Day 6: A Realization

Saturday 21 March 2020 | general

While working in the yard today, I got to thinking about the rumor I heard from a neighbor that the rest of the school year was going to be canceled, moved to online learning. I’d thought this myself, but hearing another person say it made it seem like less like one of the silly thoughts that sometimes rumble around my brain and more like a possible outcome.

What a sad realization then when I thought, “It’s a very real possibility that the last time I saw those kids was that Friday, just over a week ago now.” In some ways, this has been my favorite group of students: a fun mix of varied personalities with relatively few high-maintenance (i.e., poorly behaving) students. Sure, there are some talkers, but that’s nothing compared to issues I’ve faced in the past.

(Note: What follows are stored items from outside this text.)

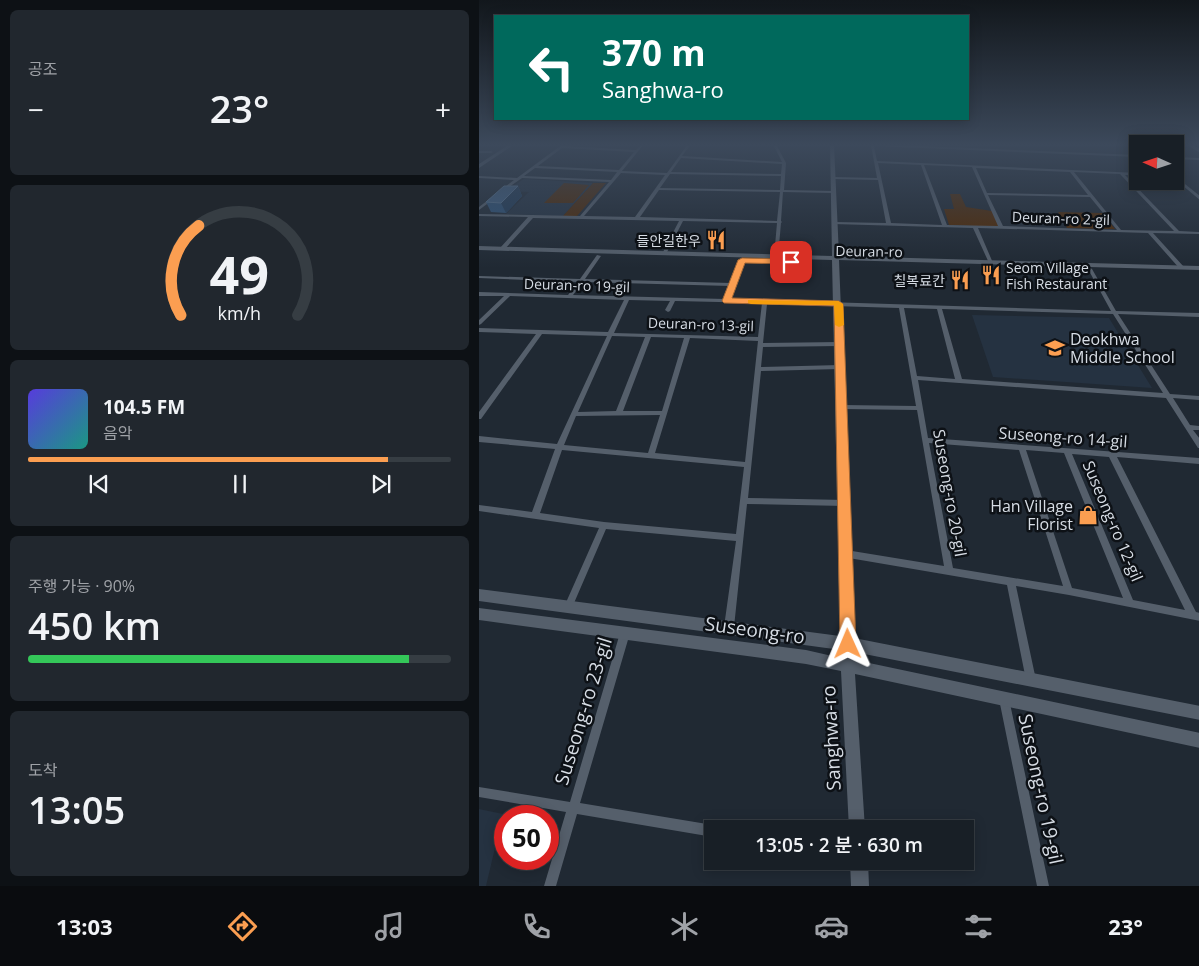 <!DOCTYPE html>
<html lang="ko">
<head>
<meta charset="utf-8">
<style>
  :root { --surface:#181f26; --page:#21272e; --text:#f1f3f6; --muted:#9fa2a7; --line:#363d43; --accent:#fb9e51 }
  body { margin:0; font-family:"Open Sans","Noto Sans KR",sans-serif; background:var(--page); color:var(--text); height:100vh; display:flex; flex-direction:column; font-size:19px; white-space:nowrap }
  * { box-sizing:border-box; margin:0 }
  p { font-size:16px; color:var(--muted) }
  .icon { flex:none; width:28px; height:28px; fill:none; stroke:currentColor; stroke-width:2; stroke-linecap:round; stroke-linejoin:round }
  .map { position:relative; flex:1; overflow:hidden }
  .details { display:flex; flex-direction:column; gap:10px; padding:10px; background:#0d1115; width:479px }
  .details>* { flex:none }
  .banner { position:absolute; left:15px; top:15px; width:475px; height:105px; border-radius:0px; box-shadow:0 2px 12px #0003,0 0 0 1px var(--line); background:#00695c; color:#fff; overflow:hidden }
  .needle { width:32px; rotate:273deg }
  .tools { position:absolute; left:650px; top:135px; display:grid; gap:10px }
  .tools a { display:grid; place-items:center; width:55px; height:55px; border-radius:0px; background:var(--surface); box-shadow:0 2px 12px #0003,0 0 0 1px var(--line); font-size:25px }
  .speed { position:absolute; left:15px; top:805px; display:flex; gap:10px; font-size:25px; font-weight:700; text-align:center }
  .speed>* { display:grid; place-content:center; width:65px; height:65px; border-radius:50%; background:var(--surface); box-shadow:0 2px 12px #0003,0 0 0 1px var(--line); line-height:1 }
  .speed .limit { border:8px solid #d22; background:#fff; color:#111 }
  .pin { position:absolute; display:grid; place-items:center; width:42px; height:42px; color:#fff; margin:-21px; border-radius:10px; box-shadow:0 2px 8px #0006 }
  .me { position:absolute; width:55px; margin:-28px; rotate:359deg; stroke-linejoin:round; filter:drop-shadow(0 0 4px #0008) }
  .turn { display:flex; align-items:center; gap:18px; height:105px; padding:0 25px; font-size:22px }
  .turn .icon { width:65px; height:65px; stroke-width:2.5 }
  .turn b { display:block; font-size:35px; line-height:42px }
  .big { font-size:38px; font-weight:600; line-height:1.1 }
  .details .tile { flex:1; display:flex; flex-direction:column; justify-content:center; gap:8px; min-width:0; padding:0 18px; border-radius:8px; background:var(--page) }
  .details .dial { align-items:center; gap:0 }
  .dial svg { height:130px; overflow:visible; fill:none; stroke:var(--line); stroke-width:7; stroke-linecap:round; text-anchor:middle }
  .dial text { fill:var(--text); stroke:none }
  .song { display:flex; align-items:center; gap:15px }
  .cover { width:60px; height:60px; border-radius:8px; background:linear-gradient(135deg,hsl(250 70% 55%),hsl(170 70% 35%)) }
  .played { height:5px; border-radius:2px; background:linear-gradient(90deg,var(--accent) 85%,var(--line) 85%) }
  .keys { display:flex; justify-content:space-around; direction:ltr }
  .heat { display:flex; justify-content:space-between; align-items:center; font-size:28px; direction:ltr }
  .charge { height:8px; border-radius:4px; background:linear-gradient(90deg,#34c759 90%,var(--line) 0) }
  .trip { position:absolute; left:225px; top:820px; width:270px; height:50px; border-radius:0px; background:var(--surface); box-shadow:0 2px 12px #0003,0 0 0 1px var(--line); font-weight:600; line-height:50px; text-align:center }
  .tabs { display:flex; height:80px; justify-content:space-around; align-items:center; background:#0a0c0f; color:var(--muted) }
  .tabs .icon { width:35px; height:35px }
  .tabs .active { color:var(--accent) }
  .tabs b { font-size:22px; color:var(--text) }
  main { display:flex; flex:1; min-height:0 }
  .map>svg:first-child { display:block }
  .built { fill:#253241 }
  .green { fill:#502802 }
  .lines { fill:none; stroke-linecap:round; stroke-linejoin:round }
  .street { fill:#555f6b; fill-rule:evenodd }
  .secondary { fill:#555f6b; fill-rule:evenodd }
  .wall { fill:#2e5277 }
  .shaded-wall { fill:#213b57 }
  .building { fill:#406083; stroke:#587492 }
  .route { fill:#fb9e51; stroke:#a36735 }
  .slow { fill:#f59e0b }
  .labels { text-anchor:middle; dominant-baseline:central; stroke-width:5; stroke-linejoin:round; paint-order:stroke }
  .far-street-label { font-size:14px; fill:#d7dde5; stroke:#0d1116 }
  .far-poi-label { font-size:14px; fill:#d7dde5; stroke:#0d1116; text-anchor:end }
  .poi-label { font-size:16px; fill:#d7dde5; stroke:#0d1116; text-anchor:start }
  .street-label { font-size:16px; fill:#d7dde5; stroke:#0d1116 }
  .near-street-label { font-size:19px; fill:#d7dde5; stroke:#0d1116 }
</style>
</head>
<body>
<main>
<section class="details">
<div class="tile"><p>공조</p>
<div class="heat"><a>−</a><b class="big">23°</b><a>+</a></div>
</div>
<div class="tile dial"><svg viewBox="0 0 100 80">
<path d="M14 69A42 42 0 1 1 86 69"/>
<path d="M14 69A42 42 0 0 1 25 14" stroke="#fb9e51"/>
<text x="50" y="56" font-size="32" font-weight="700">49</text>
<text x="50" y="72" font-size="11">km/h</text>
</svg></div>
<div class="tile">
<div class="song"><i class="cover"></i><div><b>104.5 FM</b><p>음악</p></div></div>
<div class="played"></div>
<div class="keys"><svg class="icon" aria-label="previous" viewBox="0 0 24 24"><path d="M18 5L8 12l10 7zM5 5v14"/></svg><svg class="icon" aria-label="pause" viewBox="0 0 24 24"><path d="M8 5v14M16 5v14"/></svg><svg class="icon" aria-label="next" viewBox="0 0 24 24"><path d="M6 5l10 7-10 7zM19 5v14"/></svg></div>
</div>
<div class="tile"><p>주행 가능 · 90%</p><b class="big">450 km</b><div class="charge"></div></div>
<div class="tile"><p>도착</p><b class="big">13:05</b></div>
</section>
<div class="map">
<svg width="721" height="886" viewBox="0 0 721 886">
  <rect width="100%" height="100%" fill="#202933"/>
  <path class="built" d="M45 179 114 183 84 216 27 214 50 192 26 191Z
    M493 315 630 318 673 388 514 377Z
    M0 809 24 814 7 886H0Z"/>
  <path class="green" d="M85 183 110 185 94 203H65Z
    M114 183H127L98 216H84Z
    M471 194H481L487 207 513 211 520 227 470 225 465 209H475Z
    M579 212 623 213 636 229 588 228Z"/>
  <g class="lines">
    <path class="street" d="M84 144H88L85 146 157 150 163 144H165L143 171 188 173 209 144H212L203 156 303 162 294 144H297L307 163 305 190 355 191 357 192 355 193 304 192 302 221 303 222 302 223 299 257 297 258 295 257 298 223 204 221 187 254 185 255 183 254 200 221 54 218 25 250H21V248L49 217 0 216V214L101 216 130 182 43 178 23 192H22V190L35 180 0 178V176L38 178ZM83 148 155 152 140 170 59 166ZM202 158 303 164 302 174 192 172ZM56 168 138 172 132 180 45 176ZM142 173 186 175 156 217 105 216ZM191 174 302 176 301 190 181 188ZM180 190 301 192 298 221 161 217Z
      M380 144H395L659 155V157L395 146 398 161 659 173V175H646L700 231 721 232V234L674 233 705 267V268L703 269H701L669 233 499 228 514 263 512 264 510 263 494 228 354 224V223L356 222 407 223 399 180 354 179 352 178 354 177 398 178 392 145ZM399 163 442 165 463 225 412 223ZM445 165 493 167 519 226 468 225ZM497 168 591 172 609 195 508 193ZM595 172 641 174 695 231 642 230ZM509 195 611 197 638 230 524 226Z
      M0 151H12L14 152 12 153H0Z
      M696 157 721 158V160L696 159Z
      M696 176 721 196V200L696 179Z
      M13 197 16 198 0 210V207Z
      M118 255 122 256 106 279 252 283 261 260 265 259V260L251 299 632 311 609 269 611 268 613 269 637 311 721 313V317L639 314 691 394 721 396V400L694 398 711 425 721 426V430H714L721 439V448H719L687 398 439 380 449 438 721 458V464L638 457 717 612 721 613V621L590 595 537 586 557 680 555 683 552 685 549 683 547 680 528 585 364 557 363 554 364 551 367 550 465 566 438 410 363 409 360 407 363 405 437 406 420 308 288 304 284 343 361 342 364 344 361 346 284 347 282 367 361 365 364 367 361 369 282 371 269 498 366 500 369 501 370 503 369 505 366 506 268 504 255 627 253 630 250 631 247 630 245 627 257 541 127 529 92 610 89 611 86 610 85 607 120 528 0 511V505L53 512 76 449 0 442V436L78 444 128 336 63 334 2 419H0V412L57 334 0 332V328L129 332 145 300 31 296 2 324 0 325V320L25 296H0V292L89 295 99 282 0 278V276L101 279ZM104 282 251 286 246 299 94 295ZM150 300 191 301 186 310 189 312 191 311 196 301 283 303 279 337 135 333ZM425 308 458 309 476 379 438 376ZM463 309 634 314 684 393 483 379ZM133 336 166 337 137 411 99 412ZM172 337 205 338 183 411H144ZM211 338 279 341 266 462 176 453ZM181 415 169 453 85 445 97 416ZM450 443 540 450 584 586 474 568ZM83 450 265 467 257 534 125 522 61 513ZM547 450 585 453 644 598 593 588ZM593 454 630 457 706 610 654 600Z
      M146 629 149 630 151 633 101 803 234 825 238 827 239 829H234V837L98 814 77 886H65L87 812 0 797V787L91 802 141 633 143 630Z
      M525 694 528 696 530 699 570 886H558L520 699 522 696Z"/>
    <path class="secondary" d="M31 144H36L0 168V164Z
      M351 144H355L360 256 721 266V270L360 260 375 638 721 706V720L375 652 376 660 721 733V748L376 674 386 829H370L362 671 327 664 0 620V608L327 650 362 658V650L0 601V589L361 636 353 260 0 250V246L353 256Z
      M707 144H712L721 149V153Z
      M371 861H389L390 886H372Z"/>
  </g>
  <path class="wall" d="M39 186 43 196 27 213 12 212 7 202Z"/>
  <path class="shaded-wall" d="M39 186 43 196 27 213 22 203Z"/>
  <path class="building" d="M25 186H39L22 203 7 202Z"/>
  <linearGradient id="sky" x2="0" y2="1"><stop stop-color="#12171c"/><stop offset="0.54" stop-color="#3c495b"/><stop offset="1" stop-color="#3c495b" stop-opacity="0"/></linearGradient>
  <rect width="721" height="268" fill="url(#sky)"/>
  <path class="route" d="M263 258 312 259 316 262 312 264 266 263 253 298 360 301 364 304 377 644 374 650 369 652 364 650 361 644 355 306 245 303 243 301 259 260Z"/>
  <path class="slow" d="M269 300 359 301 364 304 365 325 360 327 356 325 355 305 272 304 269 303Z"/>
  <defs>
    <symbol id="restaurant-bare" viewBox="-9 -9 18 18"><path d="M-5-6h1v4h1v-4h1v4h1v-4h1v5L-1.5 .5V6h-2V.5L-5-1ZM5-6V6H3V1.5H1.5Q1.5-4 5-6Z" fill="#fb9e51" stroke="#0d1116" stroke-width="2.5" paint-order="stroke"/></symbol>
    <symbol id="school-bare" viewBox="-9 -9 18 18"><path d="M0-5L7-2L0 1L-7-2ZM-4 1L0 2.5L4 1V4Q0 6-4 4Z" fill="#fb9e51" stroke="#0d1116" stroke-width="2.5" paint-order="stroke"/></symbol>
    <symbol id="shop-bare" viewBox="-9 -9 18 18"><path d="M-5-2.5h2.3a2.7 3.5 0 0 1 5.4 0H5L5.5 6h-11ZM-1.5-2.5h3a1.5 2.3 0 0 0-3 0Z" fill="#fb9e51" stroke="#0d1116" stroke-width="2.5" paint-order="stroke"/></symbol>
  </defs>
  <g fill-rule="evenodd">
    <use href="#restaurant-bare" x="223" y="226" width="28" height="28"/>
    <use href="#restaurant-bare" x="498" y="261" width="28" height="28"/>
    <use href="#restaurant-bare" x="467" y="266" width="28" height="28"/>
    <use href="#school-bare" x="562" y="334" width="28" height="28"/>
    <use href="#shop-bare" x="595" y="501" width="28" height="28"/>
  </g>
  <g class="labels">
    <g class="far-street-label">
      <text transform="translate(582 218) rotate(2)">Deuran-ro 2-gil</text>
      <text transform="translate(390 251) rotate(1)">Deuran-ro</text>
      <text transform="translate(98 285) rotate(2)">Deuran-ro 19-gil</text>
      <text transform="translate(222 324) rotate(2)">Deuran-ro 13-gil</text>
    </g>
    <g class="far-poi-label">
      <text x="222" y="240">들안길한우</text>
      <text x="527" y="267" text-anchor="start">Seom Village<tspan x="527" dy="16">Fish Restaurant</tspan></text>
      <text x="466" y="280">칠복료칸</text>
    </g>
    <g class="poi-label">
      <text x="591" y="339">Deokhwa<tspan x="591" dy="18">Middle School</tspan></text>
      <text x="594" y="506" text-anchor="end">Han Village<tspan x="594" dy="18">Florist</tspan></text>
    </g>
    <g class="street-label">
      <text transform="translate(584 437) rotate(4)">Suseong-ro 14-gil</text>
      <text transform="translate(471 493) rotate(80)">Suseong-ro 20-gil</text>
      <text transform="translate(634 521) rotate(67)">Suseong-ro 12-gil</text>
    </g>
    <g class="near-street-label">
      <text transform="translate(276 630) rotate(8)">Suseong-ro</text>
      <text transform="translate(104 711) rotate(-73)">Suseong-ro 23-gil</text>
      <text transform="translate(352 738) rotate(-93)">Sanghwa-ro</text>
      <text transform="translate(562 789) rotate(78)">Suseong-ro 19-gil</text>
    </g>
  </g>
</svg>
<div class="tools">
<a><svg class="needle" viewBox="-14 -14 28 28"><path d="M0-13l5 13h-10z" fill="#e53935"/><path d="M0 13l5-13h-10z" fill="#9fa2a7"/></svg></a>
</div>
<div class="speed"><div class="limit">50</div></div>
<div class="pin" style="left:312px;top:262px;background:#d93025"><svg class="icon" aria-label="arrive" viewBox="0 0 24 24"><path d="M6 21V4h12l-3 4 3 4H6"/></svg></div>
<svg class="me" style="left:369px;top:644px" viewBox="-20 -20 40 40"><path d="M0-17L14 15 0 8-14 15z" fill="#fb9e51" stroke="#fff" stroke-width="4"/></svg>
<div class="trip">13:05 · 2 분 · 630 m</div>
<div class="banner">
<div class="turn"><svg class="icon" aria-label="left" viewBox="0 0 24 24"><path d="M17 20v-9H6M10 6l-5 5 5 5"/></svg><div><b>370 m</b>Sanghwa-ro</div></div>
</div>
</div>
</main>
<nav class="tabs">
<b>13:03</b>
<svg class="icon active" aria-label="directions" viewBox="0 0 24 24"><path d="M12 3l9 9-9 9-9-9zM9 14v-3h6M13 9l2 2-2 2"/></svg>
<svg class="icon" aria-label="music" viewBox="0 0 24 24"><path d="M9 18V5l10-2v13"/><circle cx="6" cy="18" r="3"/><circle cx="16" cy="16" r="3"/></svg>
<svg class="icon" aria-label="phone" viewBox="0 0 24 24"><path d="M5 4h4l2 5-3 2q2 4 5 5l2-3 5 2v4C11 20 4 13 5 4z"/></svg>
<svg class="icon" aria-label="climate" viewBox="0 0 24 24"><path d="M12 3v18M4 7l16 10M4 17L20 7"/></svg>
<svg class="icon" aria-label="car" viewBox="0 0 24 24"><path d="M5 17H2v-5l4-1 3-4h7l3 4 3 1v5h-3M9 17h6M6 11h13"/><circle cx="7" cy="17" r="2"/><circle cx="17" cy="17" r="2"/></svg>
<svg class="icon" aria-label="filters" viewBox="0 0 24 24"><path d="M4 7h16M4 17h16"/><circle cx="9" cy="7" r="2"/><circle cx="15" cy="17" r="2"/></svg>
<b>23°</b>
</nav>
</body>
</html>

And instead of saying goodbye to them, wishing them well, sending them on their way, it just came to an end.

That’s the fear — because deep down, despite the facade I wear at school, I’m a sentimental schmuck and things like this bother me…

2 Comments

  1. Nina

    When I picked up the kids last Friday, I thought — it will be a long time before I pick up the kids from this school again. If ever. No one was thinking then that schools would close in two days, but it seemed so obvious. For Snowdrop, this is going to be hard beyond words. She has a cluster of friends whom she adores. A teacher who is absolutely exquisite. All her formative routines, everything she understood and believed in suddenly ended. Sparrow is too young to have formed these attachments, but she is not. Next year she is to move on to public school kindergarten. No one will have the heart to tell her that she is not likely to return to her school ever again.

  2. G

    That’s probably true for my eighth graders as well, though to a lesser degree. They’ll stay in contact through social media and such, but it still breaks their hearts as well. The difference: no one has to tell them they’re probably not going back to school — they’ve figured it out themselves.